Last May US Food and Drug Administration (FDA) inspectors visited Biochem Laboratories’ contract testing site in New Jersey and found all employees used the same username and password. As a result of this problem and other computer systems failings the FDA has data integrity concerns.
“You did not document the changes made to the software or data stored by the instrument systems. Without proper documentation, you have no assurance of the integrity of the data”, the FDA wrote in a warning letter dated February 17.
In a response sent days after the FDA inspectors left, Biochem said it would give all technicians their own usernames and passwords. This would give greater control and traceability of data collected by infrared spectroscopy, gas chromatography, and other computerised systems used by Biochem.
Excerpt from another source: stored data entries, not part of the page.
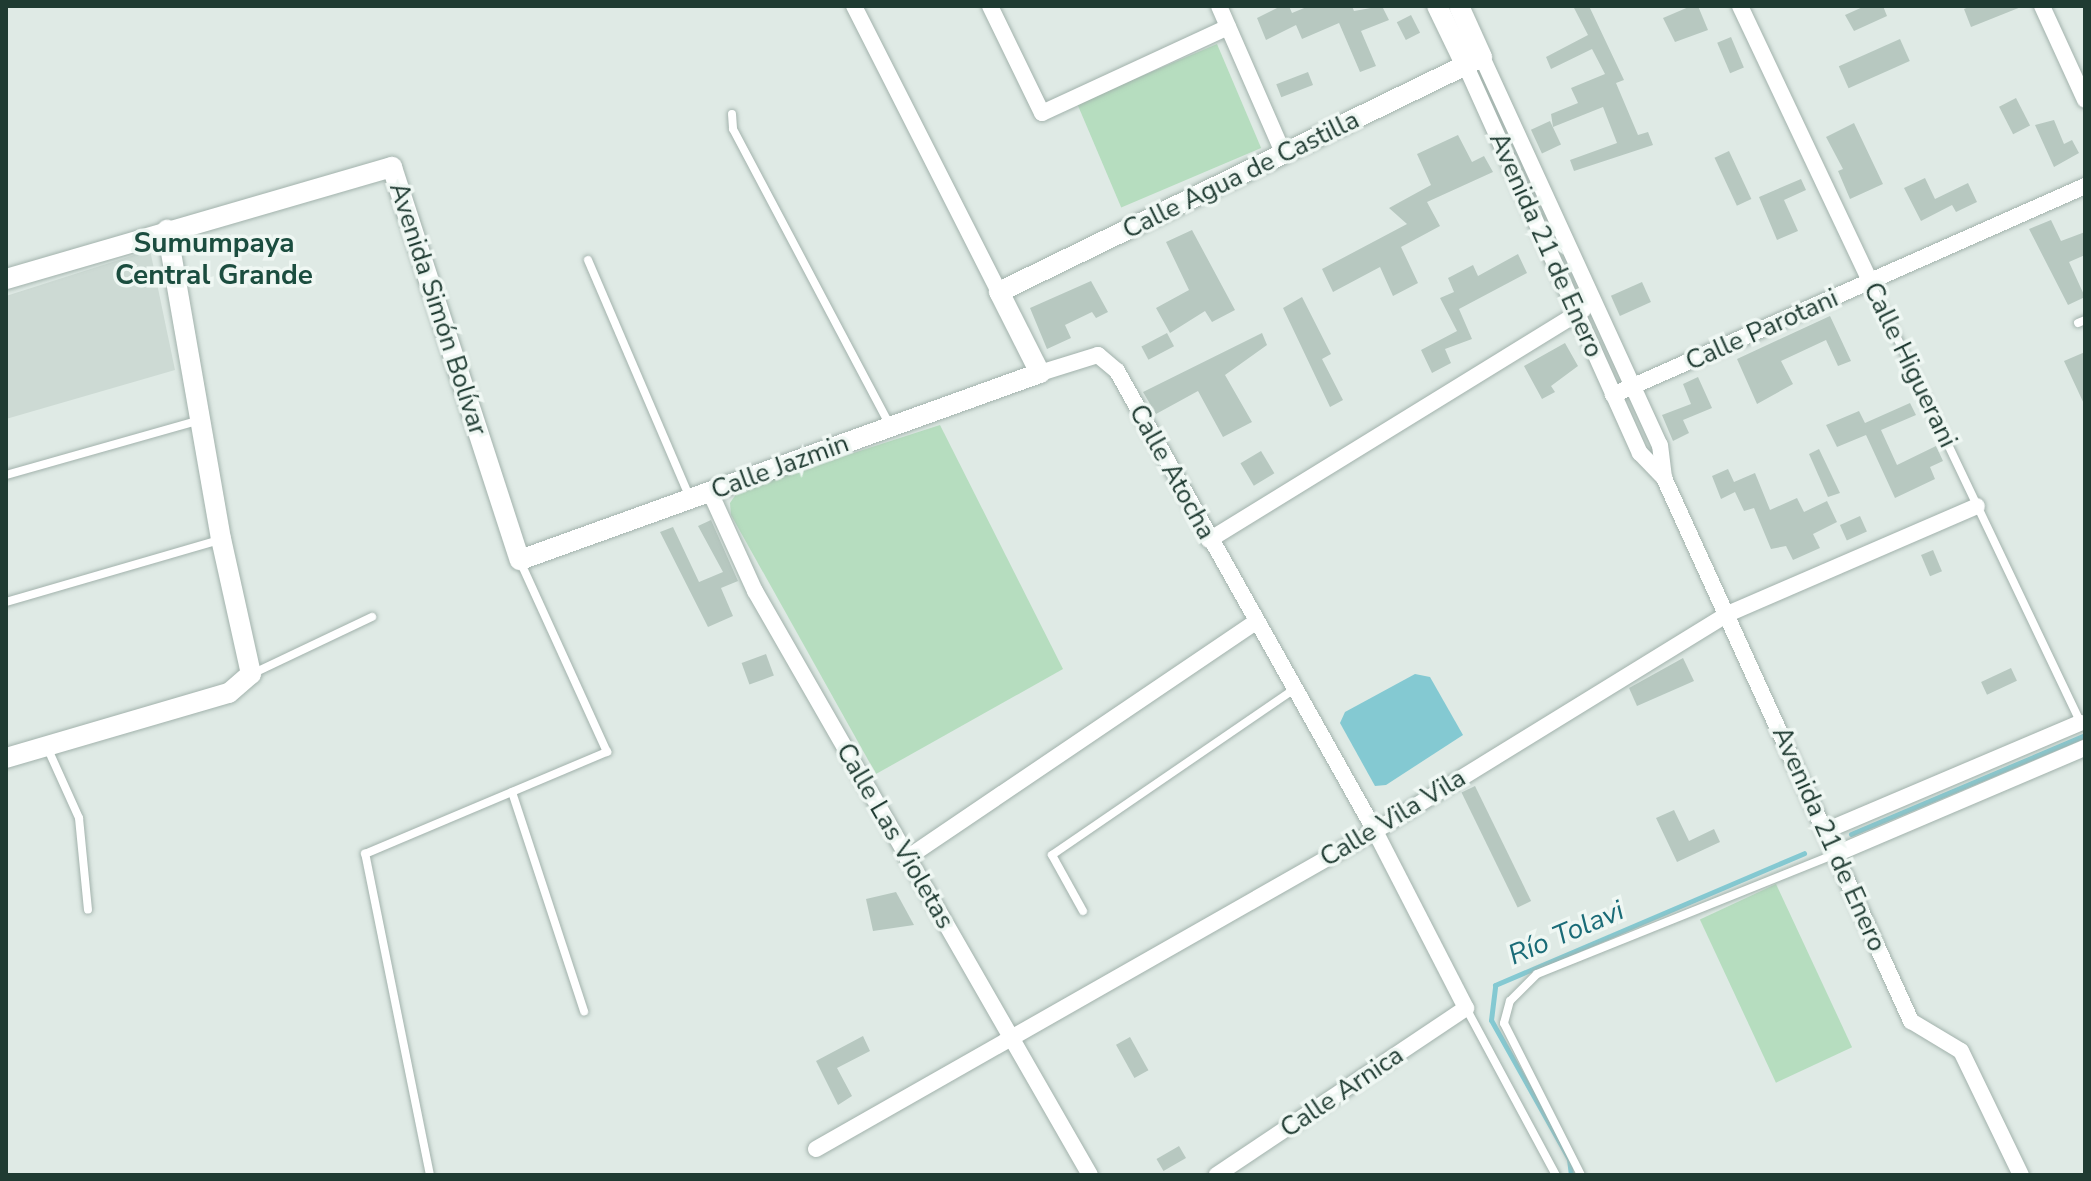 <!DOCTYPE html>
<html>
<head>
<meta charset="utf-8">
<style>
  body { margin:0 }
  #map { position:relative; width:2091px; height:1181px; overflow:hidden; background:#dfeae5; font-family:"Nunito Sans",sans-serif }
  div>[style] { position:absolute }
  .built>* { inset:0; background:#cddad4 }
  .green>* { inset:0; background:#b6ddbf; transform-origin:0 0 }
  .water>* { inset:0; background:#84c9d2 }
  .stream>* { height:5px; margin:-2.5px; padding:0 2.5px; transform-origin:2.5px; border-radius:2.5px; background:#84c9d2 }
  .building>* { inset:0; background:#b7c8c0; transform-origin:0 0 }
  .roads { filter:drop-shadow(0 0 2px #a2b2ac) drop-shadow(0 0 2px #a2b2ac) }
  .service>* { height:8px; margin:-4px; padding:0 4px; transform-origin:4px; border-radius:4px; background:#fff }
  .minor>* { height:16px; margin:-8px; padding:0 8px; transform-origin:8px; border-radius:8px; background:#fff }
  .tertiary>* { height:20px; margin:-10px; padding:0 10px; transform-origin:10px; border-radius:10px; background:#fff }
  span { translate:-50% -50%; white-space:nowrap; text-align:center; line-height:1.15; -webkit-text-stroke:7px #eff7f3; paint-order:stroke }
  .street-label { font-size:26px; color:#1f3b32 }
  .neighbourhood-label { font-size:28px; color:#1b4d3f; font-weight:700 }
  .water-label { font-size:28px; color:#196b77; font-style:italic }
  .frame { position:absolute; inset:0; border:8px solid #1f3b32; pointer-events:none }
</style>
</head>
<body>
<div id="map">
  <div class="built">
    <i style="clip-path:polygon(150px 250px,175px 370px,6px 419px,6px 296px)"></i>
  </div>
  <div class="green">
    <i style="left:1217px;top:44px;width:113px;height:152px;rotate:67deg"></i>
    <i style="clip-path:polygon(940px 425px,1063px 669px,876px 774px,731px 515px,730px 503px,739px 490px)"></i>
    <i style="left:1776px;top:884px;width:180px;height:84px;rotate:65deg"></i>
  </div>
  <div class="water">
    <i style="clip-path:polygon(1415px 674px,1430px 677px,1463px 735px,1386px 785px,1375px 786px,1340px 723px,1345px 712px)"></i>
  </div>
  <div class="stream">
    <i style="left:1851px;top:834px;width:254px;rotate:-22.9deg"></i>
    <i style="left:1571px;top:1175px;width:16px;rotate:-97deg"></i>
    <i style="left:1569px;top:1159px;width:159px;rotate:-119.3deg"></i>
    <i style="left:1491px;top:1020px;width:35px;rotate:-83deg"></i>
    <i style="left:1495px;top:985px;width:336px;rotate:-23.1deg"></i>
  </div>
  <div class="building">
    <i style="clip-path:polygon(1281px 6px,1289px 6px,1292px 13px,1309px 6px,1352px 6px,1354px 11px,1382px 6px,1389px 20px,1361px 31px,1376px 66px,1360px 72px,1339px 23px,1302px 39px,1296px 25px,1266px 40px,1257px 18px)"></i>
    <i style="clip-path:polygon(1573px 6px,1589px 6px,1624px 80px,1616px 83px,1638px 135px,1648px 132px,1653px 145px,1574px 171px,1570px 160px,1617px 143px,1603px 107px,1553px 127px,1551px 114px,1578px 103px,1571px 88px,1605px 74px,1592px 49px,1551px 69px,1546px 57px,1588px 35px)"></i>
    <i style="clip-path:polygon(1691px 6px,1698px 6px,1708px 30px,1675px 42px,1663px 18px)"></i>
    <i style="clip-path:polygon(1865px 6px,1883px 6px,1887px 16px,1854px 31px,1845px 15px)"></i>
    <i style="clip-path:polygon(1971px 6px,2021px 6px,2021px 7px,1971px 27px,1964px 9px)"></i>
    <i style="left:1411px;top:15px;width:20px;height:16px;rotate:63deg"></i>
    <i style="left:1731px;top:37px;width:33px;height:15px;rotate:67deg"></i>
    <i style="left:1900px;top:39px;width:24px;height:67px;rotate:66deg"></i>
    <i style="left:1308px;top:72px;width:14px;height:34px;rotate:69deg"></i>
    <i style="left:2016px;top:98px;width:31px;height:19px;rotate:63deg"></i>
    <i style="clip-path:polygon(2054px 120px,2064px 144px,2072px 140px,2079px 153px,2054px 167px,2035px 125px)"></i>
    <i style="left:1550px;top:121px;width:26px;height:21px;rotate:65deg"></i>
    <i style="clip-path:polygon(1854px 123px,1883px 184px,1850px 199px,1838px 171px,1843px 169px,1826px 137px)"></i>
    <i style="clip-path:polygon(1458px 135px,1472px 162px,1484px 156px,1493px 172px,1427px 202px,1440px 226px,1401px 247px,1418px 283px,1393px 296px,1380px 267px,1333px 292px,1322px 269px,1407px 224px,1389px 208px,1431px 185px,1417px 154px)"></i>
    <i style="left:1729px;top:151px;width:53px;height:16px;rotate:65deg"></i>
    <i style="clip-path:polygon(1925px 178px,1935px 199px,1968px 183px,1977px 202px,1956px 212px,1952px 205px,1921px 221px,1904px 188px)"></i>
    <i style="clip-path:polygon(1801px 179px,1806px 190px,1784px 200px,1798px 231px,1777px 240px,1759px 197px)"></i>
    <i style="clip-path:polygon(2051px 220px,2061px 241px,2085px 232px,2085px 255px,2069px 262px,2085px 297px,2068px 305px,2029px 229px)"></i>
    <i style="clip-path:polygon(1192px 230px,1235px 310px,1212px 322px,1205px 311px,1170px 333px,1156px 308px,1189px 290px,1166px 242px)"></i>
    <i style="clip-path:polygon(1518px 254px,1527px 273px,1459px 309px,1472px 339px,1445px 349px,1451px 363px,1432px 373px,1421px 350px,1457px 331px,1440px 298px,1454px 292px,1448px 278px,1473px 265px,1478px 276px)"></i>
    <i style="clip-path:polygon(1091px 281px,1108px 312px,1096px 318px,1092px 312px,1065px 325px,1071px 338px,1047px 349px,1030px 308px)"></i>
    <i style="left:1642px;top:282px;width:22px;height:34px;rotate:66deg"></i>
    <i style="clip-path:polygon(1302px 297px,1331px 354px,1322px 359px,1343px 400px,1330px 407px,1283px 308px)"></i>
    <i style="clip-path:polygon(1830px 316px,1851px 361px,1838px 366px,1826px 340px,1781px 361px,1793px 384px,1757px 404px,1737px 359px)"></i>
    <i style="left:1167px;top:333px;width:15px;height:29px;rotate:62deg"></i>
    <i style="clip-path:polygon(1262px 333px,1267px 345px,1225px 375px,1252px 422px,1223px 437px,1198px 391px,1156px 414px,1143px 392px)"></i>
    <i style="clip-path:polygon(1565px 343px,1578px 366px,1551px 386px,1555px 392px,1542px 399px,1524px 366px)"></i>
    <i style="clip-path:polygon(2085px 352px,2085px 406px,2064px 361px)"></i>
    <i style="clip-path:polygon(1698px 377px,1712px 408px,1683px 420px,1689px 433px,1673px 441px,1662px 415px,1691px 404px,1683px 384px)"></i>
    <i style="clip-path:polygon(1910px 403px,1916px 415px,1881px 430px,1897px 465px,1936px 446px,1943px 461px,1930px 467px,1935px 479px,1895px 498px,1866px 435px,1837px 447px,1826px 425px,1859px 411px,1865px 423px)"></i>
    <i style="clip-path:polygon(1819px 449px,1840px 493px,1828px 497px,1809px 454px)"></i>
    <i style="left:1261px;top:451px;width:26px;height:24px;rotate:59deg"></i>
    <i style="clip-path:polygon(1728px 469px,1734px 482px,1755px 473px,1770px 510px,1797px 498px,1804px 512px,1827px 501px,1837px 522px,1813px 534px,1820px 548px,1793px 560px,1786px 546px,1771px 549px,1754px 508px,1744px 511px,1735px 492px,1721px 499px,1712px 476px)"></i>
    <i style="left:1860px;top:516px;width:17px;height:22px;rotate:66deg"></i>
    <i style="clip-path:polygon(711px 520px,738px 581px,721px 588px,733px 616px,708px 627px,660px 532px,673px 527px,699px 582px,723px 572px,698px 526px)"></i>
    <i style="left:1933px;top:550px;width:23px;height:13px;rotate:67deg"></i>
    <i style="left:766px;top:654px;width:23px;height:26px;rotate:70deg"></i>
    <i style="clip-path:polygon(1683px 658px,1694px 681px,1637px 706px,1629px 688px)"></i>
    <i style="left:2011px;top:668px;width:14px;height:33px;rotate:65deg"></i>
    <i style="left:1475px;top:786px;width:128px;height:15px;rotate:64deg"></i>
    <i style="clip-path:polygon(1674px 810px,1689px 841px,1714px 829px,1720px 842px,1677px 862px,1656px 818px)"></i>
    <i style="clip-path:polygon(896px 892px,914px 925px,873px 931px,866px 899px)"></i>
    <i style="clip-path:polygon(863px 1036px,870px 1051px,837px 1068px,852px 1096px,838px 1105px,816px 1061px)"></i>
    <i style="left:1130px;top:1037px;width:38px;height:16px;rotate:61deg"></i>
    <i style="left:1179px;top:1146px;width:14px;height:26px;rotate:60deg"></i>
  </div>
  <div class="roads">
    <div class="service">
      <i style="left:732px;top:114px;width:15px;rotate:86deg"></i>
      <i style="left:733px;top:129px;width:336px;rotate:62.1deg"></i>
      <i style="left:588px;top:260px;width:259px;rotate:66.8deg"></i>
      <i style="left:1870px;top:281px;width:488px;rotate:64.5deg"></i>
      <i style="left:2078px;top:323px;width:8px;rotate:-23deg"></i>
      <i style="left:6px;top:475px;width:203px;rotate:-15.8deg"></i>
      <i style="left:6px;top:602px;width:223px;rotate:-16.2deg"></i>
      <i style="left:252px;top:674px;width:133px;rotate:-25.4deg"></i>
      <i style="left:47px;top:747px;width:78px;rotate:65.7deg"></i>
      <i style="left:79px;top:818px;width:92px;rotate:84.4deg"></i>
      <i style="left:512px;top:792px;width:231px;rotate:71.8deg"></i>
      <i style="left:1083px;top:911px;width:64px;rotate:-119deg"></i>
      <i style="left:1052px;top:855px;width:292px;rotate:-34.4deg"></i>
      <i style="left:1466px;top:1008px;width:190px;rotate:61.7deg"></i>
      <i style="left:430px;top:1175px;width:328px;rotate:-101.4deg"></i>
      <i style="left:365px;top:854px;width:263px;rotate:-22.9deg"></i>
      <i style="left:607px;top:752px;width:210px;rotate:-114.5deg"></i>
      <i style="left:1581px;top:1175px;width:170px;rotate:-116.9deg"></i>
      <i style="left:1504px;top:1023px;width:23px;rotate:-75deg"></i>
      <i style="left:1510px;top:1001px;width:38px;rotate:-45deg"></i>
      <i style="left:1537px;top:974px;width:321px;rotate:-21.9deg"></i>
    </div>
    <div class="minor">
      <i style="left:854px;top:6px;width:321px;rotate:63.1deg"></i>
      <i style="left:990px;top:6px;width:119px;rotate:64.1deg"></i>
      <i style="left:1042px;top:113px;width:205px;rotate:-24.8deg"></i>
      <i style="left:1219px;top:6px;width:163px;rotate:66.4deg"></i>
      <i style="left:1740px;top:6px;width:304px;rotate:64.7deg"></i>
      <i style="left:2042px;top:6px;width:103px;rotate:65.4deg"></i>
      <i style="left:1482px;top:57px;width:427px;rotate:65.4deg"></i>
      <i style="left:1660px;top:445px;width:33px;rotate:83deg"></i>
      <i style="left:1664px;top:478px;width:597px;rotate:65.54deg"></i>
      <i style="left:1911px;top:1021px;width:58px;rotate:31deg"></i>
      <i style="left:1961px;top:1051px;width:138px;rotate:64.2deg"></i>
      <i style="left:1465px;top:64px;width:427px;rotate:65.8deg"></i>
      <i style="left:1640px;top:453px;width:35px;rotate:46deg"></i>
      <i style="left:1040px;top:373px;width:61px;rotate:-17.2deg"></i>
      <i style="left:1098px;top:355px;width:25px;rotate:40deg"></i>
      <i style="left:1117px;top:371px;width:527px;rotate:60.71deg"></i>
      <i style="left:1375px;top:831px;width:199px;rotate:62.8deg"></i>
      <i style="left:1466px;top:1008px;width:300px;rotate:146.2deg"></i>
      <i style="left:1613px;top:395px;width:516px;rotate:-23.88deg"></i>
      <i style="left:710px;top:492px;width:109px;rotate:65.6deg"></i>
      <i style="left:755px;top:591px;width:673px;rotate:60.16deg"></i>
      <i style="left:1209px;top:540px;width:439px;rotate:-31.6deg"></i>
      <i style="left:1825px;top:831px;width:277px;rotate:-23deg"></i>
      <i style="left:1836px;top:854px;width:271px;rotate:-23.1deg"></i>
      <i style="left:907px;top:858px;width:420px;rotate:-34.1deg"></i>
      <i style="left:816px;top:1149px;width:643px;rotate:-29.63deg"></i>
      <i style="left:1375px;top:831px;width:417px;rotate:-31.6deg"></i>
      <i style="left:1730px;top:613px;width:269px;rotate:-23.4deg"></i>
    </div>
    <div class="tertiary">
      <i style="left:1437px;top:6px;width:64px;rotate:64.2deg"></i>
      <i style="left:6px;top:279px;width:402px;rotate:-16.2deg"></i>
      <i style="left:392px;top:167px;width:413px;rotate:72deg"></i>
      <i style="left:520px;top:560px;width:553px;rotate:-19.78deg"></i>
      <i style="left:1040px;top:373px;width:91px;rotate:-116.8deg"></i>
      <i style="left:999px;top:292px;width:537px;rotate:-25.94deg"></i>
      <i style="left:1482px;top:57px;width:56px;rotate:-114.3deg"></i>
      <i style="left:6px;top:758px;width:232px;rotate:-16.3deg"></i>
      <i style="left:229px;top:693px;width:29px;rotate:-41deg"></i>
      <i style="left:251px;top:674px;width:138px;rotate:-102.5deg"></i>
      <i style="left:221px;top:539px;width:314px;rotate:-99.9deg"></i>
    </div>
  </div>
  <div class="street-label">
    <span style="left:1241px;top:175px;rotate:-26deg">Calle Agua de Castilla</span>
    <span style="left:1546px;top:245px;rotate:66deg">Avenida 21 de Enero</span>
    <span style="left:438px;top:309px;rotate:72deg">Avenida Simón Bolívar</span>
    <span style="left:1762px;top:330px;rotate:-24deg">Calle Parotani</span>
    <span style="left:1910px;top:365px;rotate:64deg">Calle Higuerani</span>
    <span style="left:780px;top:467px;rotate:-20deg">Calle Jazmin</span>
    <span style="left:1172px;top:472px;rotate:61deg">Calle Atocha</span>
    <span style="left:1393px;top:818px;rotate:-31deg">Calle Vila Vila</span>
    <span style="left:895px;top:836px;rotate:60deg">Calle Las Violetas</span>
    <span style="left:1829px;top:839px;rotate:66deg">Avenida 21 de Enero</span>
    <span style="left:1342px;top:1092px;rotate:-34deg">Calle Arnica</span>
  </div>
  <div class="neighbourhood-label">
    <span style="left:214px;top:259px">Sumumpaya<br>Central Grande</span>
  </div>
  <div class="water-label">
    <span style="left:1566px;top:933px;rotate:-23deg">Río Tolavi</span>
  </div>
  <div class="frame"></div>
</div>
</body>
</html>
However, the FDA found the response inadequate as it failed to show the timeframe for change or how it will revise SOP (standard operating practices). The FDA also noted it is unclear how Biochem will backup and save electronic data, another of the computer systems failings found by inspectors.
A year ago a report in the Journal of Medical Internet Research found passwords were a weakness in computerised systems used in clinical trials. “It does not matter how strong a password is; if many individuals know that password then it is not a secure password”, the researchers wrote.
Inspectors also found problems with maintenance at the laboratory. A warning light indicating the need for a new filter was lit. Given the lack of maintenance records, it was unclear to inspectors how long Biochem had ignored the light. Cleaning was also inadequate.
“FDA investigators observed glassware frosted from chemicals, white residue throughout the hood area and on the oven, unlabelled glass containers filled with clear liquid in the fume hood, white powder-like crystals and flakes on the bench, and glassware that was not clean”, the Agency wrote.